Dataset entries
- Opening Delimiter -

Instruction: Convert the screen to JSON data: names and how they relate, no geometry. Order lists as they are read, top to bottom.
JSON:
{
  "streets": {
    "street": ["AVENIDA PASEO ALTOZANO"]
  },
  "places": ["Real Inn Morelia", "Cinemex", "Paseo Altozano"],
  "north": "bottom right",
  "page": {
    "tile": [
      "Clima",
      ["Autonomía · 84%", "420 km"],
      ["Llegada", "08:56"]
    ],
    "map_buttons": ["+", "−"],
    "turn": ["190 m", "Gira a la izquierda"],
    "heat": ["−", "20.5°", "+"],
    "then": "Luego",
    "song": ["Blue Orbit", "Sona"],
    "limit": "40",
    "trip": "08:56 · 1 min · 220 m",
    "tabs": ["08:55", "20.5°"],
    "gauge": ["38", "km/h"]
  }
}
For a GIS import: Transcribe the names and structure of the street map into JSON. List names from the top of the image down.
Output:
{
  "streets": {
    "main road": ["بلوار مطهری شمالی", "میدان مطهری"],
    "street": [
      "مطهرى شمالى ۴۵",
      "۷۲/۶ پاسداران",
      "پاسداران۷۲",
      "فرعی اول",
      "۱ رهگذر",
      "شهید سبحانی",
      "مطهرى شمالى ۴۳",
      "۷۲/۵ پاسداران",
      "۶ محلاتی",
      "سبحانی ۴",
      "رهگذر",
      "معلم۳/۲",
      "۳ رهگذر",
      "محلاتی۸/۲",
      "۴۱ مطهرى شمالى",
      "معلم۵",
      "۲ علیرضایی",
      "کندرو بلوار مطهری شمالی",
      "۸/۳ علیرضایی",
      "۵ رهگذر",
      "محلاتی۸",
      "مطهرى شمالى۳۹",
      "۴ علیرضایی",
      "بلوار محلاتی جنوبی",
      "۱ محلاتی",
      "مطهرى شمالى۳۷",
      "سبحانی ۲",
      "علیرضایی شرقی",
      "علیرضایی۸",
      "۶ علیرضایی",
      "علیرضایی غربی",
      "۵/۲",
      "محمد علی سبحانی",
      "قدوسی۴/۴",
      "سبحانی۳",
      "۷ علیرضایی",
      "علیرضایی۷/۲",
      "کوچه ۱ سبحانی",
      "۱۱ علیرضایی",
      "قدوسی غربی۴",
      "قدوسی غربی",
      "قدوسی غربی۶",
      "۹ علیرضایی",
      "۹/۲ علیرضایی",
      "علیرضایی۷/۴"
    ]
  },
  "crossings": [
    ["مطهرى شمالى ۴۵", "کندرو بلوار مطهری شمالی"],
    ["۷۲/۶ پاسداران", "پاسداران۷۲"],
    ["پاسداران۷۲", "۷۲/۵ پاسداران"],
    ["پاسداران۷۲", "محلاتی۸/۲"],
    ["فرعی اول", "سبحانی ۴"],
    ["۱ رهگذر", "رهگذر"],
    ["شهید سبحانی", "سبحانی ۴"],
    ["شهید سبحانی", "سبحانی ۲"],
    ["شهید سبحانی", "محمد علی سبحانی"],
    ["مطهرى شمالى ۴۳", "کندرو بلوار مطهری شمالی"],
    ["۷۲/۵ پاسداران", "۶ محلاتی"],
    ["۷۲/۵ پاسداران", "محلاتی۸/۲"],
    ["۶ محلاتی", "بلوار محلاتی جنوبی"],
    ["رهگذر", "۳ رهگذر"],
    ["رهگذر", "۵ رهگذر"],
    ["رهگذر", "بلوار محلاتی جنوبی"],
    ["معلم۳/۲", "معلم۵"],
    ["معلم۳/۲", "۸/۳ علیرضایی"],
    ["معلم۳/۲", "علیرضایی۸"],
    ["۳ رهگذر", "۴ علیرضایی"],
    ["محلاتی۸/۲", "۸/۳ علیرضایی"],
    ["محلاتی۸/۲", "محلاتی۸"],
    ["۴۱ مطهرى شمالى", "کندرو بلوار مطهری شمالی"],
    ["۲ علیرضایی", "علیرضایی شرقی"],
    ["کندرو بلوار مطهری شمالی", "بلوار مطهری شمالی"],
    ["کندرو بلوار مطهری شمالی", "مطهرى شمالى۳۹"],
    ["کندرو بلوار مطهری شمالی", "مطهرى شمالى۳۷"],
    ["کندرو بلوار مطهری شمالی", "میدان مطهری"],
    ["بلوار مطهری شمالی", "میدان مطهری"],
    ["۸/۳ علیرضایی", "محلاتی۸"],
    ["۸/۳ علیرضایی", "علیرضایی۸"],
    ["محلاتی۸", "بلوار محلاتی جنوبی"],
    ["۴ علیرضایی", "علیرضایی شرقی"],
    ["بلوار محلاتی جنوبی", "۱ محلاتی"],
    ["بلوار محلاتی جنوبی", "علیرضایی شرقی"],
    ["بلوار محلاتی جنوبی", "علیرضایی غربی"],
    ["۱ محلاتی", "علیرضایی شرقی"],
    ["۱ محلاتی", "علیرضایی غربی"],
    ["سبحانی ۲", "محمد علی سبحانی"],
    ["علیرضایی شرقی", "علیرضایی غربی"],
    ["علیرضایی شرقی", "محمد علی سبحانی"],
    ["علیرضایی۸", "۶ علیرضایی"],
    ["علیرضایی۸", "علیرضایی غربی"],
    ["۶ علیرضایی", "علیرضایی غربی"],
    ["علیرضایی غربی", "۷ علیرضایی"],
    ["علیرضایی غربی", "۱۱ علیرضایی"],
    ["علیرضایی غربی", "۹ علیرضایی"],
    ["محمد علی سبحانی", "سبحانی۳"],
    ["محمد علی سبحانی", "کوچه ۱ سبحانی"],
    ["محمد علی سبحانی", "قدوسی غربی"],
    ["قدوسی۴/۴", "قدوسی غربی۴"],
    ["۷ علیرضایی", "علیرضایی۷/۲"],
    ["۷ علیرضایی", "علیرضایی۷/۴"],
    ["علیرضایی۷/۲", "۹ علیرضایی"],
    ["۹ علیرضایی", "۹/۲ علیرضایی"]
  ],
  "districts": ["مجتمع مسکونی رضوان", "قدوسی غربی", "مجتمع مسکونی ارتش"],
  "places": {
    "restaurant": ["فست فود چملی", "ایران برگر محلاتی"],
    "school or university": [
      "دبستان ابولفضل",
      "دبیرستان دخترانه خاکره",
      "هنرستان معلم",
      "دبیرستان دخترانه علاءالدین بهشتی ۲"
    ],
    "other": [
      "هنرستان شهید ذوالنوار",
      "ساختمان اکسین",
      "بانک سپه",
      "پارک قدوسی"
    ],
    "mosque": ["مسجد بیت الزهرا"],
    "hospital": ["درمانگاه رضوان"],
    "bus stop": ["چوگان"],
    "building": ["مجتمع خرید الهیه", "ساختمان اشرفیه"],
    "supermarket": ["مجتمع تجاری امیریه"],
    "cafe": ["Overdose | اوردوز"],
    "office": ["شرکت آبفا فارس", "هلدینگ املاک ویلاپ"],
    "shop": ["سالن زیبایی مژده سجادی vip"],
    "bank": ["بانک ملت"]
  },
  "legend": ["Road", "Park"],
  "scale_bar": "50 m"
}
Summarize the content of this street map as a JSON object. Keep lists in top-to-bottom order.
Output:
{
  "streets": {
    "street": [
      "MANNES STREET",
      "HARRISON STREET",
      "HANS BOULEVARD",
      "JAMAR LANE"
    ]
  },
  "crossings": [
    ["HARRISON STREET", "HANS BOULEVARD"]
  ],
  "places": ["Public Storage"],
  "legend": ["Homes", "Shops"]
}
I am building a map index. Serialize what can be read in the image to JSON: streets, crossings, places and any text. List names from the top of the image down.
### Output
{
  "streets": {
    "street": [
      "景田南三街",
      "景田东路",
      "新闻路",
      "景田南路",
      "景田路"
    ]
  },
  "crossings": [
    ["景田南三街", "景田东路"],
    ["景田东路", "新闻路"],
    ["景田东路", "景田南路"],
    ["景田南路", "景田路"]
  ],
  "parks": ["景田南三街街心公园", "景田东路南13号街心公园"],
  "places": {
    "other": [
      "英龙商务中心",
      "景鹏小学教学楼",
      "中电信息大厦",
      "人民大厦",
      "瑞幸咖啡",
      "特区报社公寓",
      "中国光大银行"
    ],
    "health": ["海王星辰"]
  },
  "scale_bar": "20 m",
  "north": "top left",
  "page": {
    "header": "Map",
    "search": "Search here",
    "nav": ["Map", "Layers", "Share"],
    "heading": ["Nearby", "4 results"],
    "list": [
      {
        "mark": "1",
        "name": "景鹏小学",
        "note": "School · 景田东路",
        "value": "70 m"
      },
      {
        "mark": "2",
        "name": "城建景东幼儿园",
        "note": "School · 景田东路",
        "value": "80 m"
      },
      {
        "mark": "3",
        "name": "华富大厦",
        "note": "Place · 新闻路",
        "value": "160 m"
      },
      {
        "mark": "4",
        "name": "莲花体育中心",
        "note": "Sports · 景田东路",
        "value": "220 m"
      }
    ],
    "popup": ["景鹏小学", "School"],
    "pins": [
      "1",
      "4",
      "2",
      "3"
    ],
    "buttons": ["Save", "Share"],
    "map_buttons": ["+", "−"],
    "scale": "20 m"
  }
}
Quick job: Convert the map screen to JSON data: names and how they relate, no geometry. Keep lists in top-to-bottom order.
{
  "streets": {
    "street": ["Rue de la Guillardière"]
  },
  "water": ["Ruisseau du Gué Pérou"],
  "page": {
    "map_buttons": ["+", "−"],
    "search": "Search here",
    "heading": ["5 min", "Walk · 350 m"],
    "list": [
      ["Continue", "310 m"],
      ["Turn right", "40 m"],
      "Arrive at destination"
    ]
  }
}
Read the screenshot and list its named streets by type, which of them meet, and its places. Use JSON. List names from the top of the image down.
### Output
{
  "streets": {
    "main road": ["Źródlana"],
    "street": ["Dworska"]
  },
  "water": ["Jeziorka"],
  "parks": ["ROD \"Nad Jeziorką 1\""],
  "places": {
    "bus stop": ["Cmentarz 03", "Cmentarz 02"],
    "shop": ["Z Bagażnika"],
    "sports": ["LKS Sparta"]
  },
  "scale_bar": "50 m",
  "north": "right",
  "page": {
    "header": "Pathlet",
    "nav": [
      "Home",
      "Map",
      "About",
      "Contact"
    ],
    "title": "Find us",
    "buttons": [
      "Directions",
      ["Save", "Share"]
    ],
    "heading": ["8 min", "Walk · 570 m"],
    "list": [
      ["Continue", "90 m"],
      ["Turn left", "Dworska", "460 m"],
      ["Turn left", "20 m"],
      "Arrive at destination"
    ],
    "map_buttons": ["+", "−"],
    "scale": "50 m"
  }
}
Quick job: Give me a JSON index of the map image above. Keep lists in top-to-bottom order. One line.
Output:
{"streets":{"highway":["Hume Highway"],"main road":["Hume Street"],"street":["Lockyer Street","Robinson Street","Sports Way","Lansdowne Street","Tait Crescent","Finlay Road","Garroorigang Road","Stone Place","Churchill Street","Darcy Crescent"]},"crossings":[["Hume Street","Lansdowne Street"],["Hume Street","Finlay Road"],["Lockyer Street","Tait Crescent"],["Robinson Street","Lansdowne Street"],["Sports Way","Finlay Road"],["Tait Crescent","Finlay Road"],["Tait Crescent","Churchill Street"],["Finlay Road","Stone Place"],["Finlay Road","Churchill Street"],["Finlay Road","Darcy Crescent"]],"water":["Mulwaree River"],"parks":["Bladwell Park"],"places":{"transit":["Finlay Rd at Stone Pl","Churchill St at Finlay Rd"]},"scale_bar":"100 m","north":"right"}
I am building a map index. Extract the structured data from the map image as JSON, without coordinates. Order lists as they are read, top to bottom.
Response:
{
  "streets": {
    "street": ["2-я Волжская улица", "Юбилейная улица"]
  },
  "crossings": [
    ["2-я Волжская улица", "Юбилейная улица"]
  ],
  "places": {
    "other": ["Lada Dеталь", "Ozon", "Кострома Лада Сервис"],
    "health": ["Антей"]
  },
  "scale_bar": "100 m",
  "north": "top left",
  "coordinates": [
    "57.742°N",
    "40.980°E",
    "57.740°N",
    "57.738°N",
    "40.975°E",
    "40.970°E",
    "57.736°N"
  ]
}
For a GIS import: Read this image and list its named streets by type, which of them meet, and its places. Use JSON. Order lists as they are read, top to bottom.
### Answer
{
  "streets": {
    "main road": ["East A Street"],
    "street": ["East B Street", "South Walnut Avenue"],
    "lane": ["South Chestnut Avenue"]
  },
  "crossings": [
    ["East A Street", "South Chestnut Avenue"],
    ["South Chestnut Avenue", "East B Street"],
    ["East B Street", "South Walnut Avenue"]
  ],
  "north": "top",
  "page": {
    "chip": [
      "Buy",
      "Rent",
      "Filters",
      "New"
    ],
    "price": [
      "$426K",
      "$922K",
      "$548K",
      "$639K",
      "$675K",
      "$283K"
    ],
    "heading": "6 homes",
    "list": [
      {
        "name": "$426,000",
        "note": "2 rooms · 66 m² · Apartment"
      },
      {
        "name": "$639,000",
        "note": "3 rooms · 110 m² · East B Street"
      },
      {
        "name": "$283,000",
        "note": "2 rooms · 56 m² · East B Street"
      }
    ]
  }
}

- Closing Delimiter -

> _TASK INSTRUCTIONS_
Check every line above for the string "names" and copy those that have it.

> _RESPONSE TO THE EXERCISE_
Instruction: Convert the screen to JSON data: names and how they relate, no geometry. Order lists as they are read, top to bottom.
For a GIS import: Transcribe the names and structure of the street map into JSON. List names from the top of the image down.
I am building a map index. Serialize what can be read in the image to JSON: streets, crossings, places and any text. List names from the top of the image down.
Quick job: Convert the map screen to JSON data: names and how they relate, no geometry. Keep lists in top-to-bottom order.
Read the screenshot and list its named streets by type, which of them meet, and its places. Use JSON. List names from the top of the image down.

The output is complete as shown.